- **DIRECTIONS FOR THIS TASK**:
Print the records below exactly, and do not carry over any picture.

══ RECORDS SHOWN

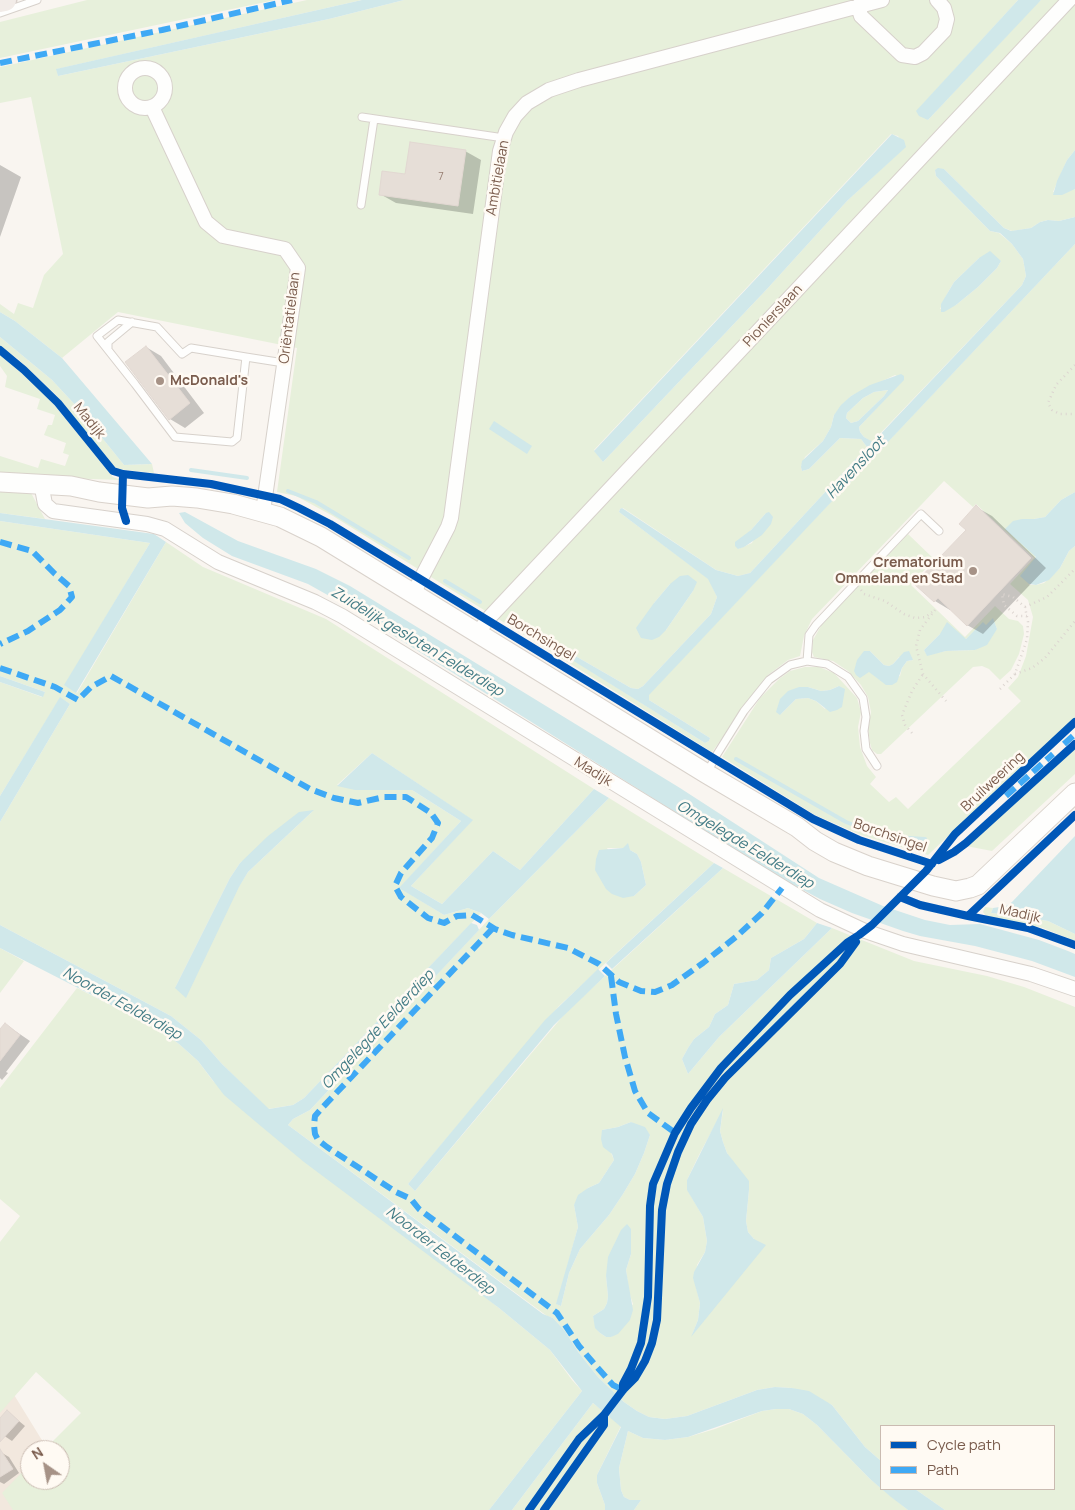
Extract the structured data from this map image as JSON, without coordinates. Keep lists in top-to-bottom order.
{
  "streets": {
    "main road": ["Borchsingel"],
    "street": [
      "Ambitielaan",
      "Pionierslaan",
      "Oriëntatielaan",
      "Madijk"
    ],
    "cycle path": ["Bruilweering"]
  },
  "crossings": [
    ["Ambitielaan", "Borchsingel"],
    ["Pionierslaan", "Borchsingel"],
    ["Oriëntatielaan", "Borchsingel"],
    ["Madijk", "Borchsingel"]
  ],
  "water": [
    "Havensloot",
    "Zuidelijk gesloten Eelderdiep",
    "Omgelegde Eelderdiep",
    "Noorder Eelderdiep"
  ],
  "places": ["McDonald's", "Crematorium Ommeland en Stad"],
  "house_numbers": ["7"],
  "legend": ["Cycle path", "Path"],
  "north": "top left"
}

════

- **ANSWER AREA**:
Extract the structured data from this map image as JSON, without coordinates. Keep lists in top-to-bottom order.
{
  "streets": {
    "main road": ["Borchsingel"],
    "street": [
      "Ambitielaan",
      "Pionierslaan",
      "Oriëntatielaan",
      "Madijk"
    ],
    "cycle path": ["Bruilweering"]
  },
  "crossings": [
    ["Ambitielaan", "Borchsingel"],
    ["Pionierslaan", "Borchsingel"],
    ["Oriëntatielaan", "Borchsingel"],
    ["Madijk", "Borchsingel"]
  ],
  "water": [
    "Havensloot",
    "Zuidelijk gesloten Eelderdiep",
    "Omgelegde Eelderdiep",
    "Noorder Eelderdiep"
  ],
  "places": ["McDonald's", "Crematorium Ommeland en Stad"],
  "house_numbers": ["7"],
  "legend": ["Cycle path", "Path"],
  "north": "top left"
}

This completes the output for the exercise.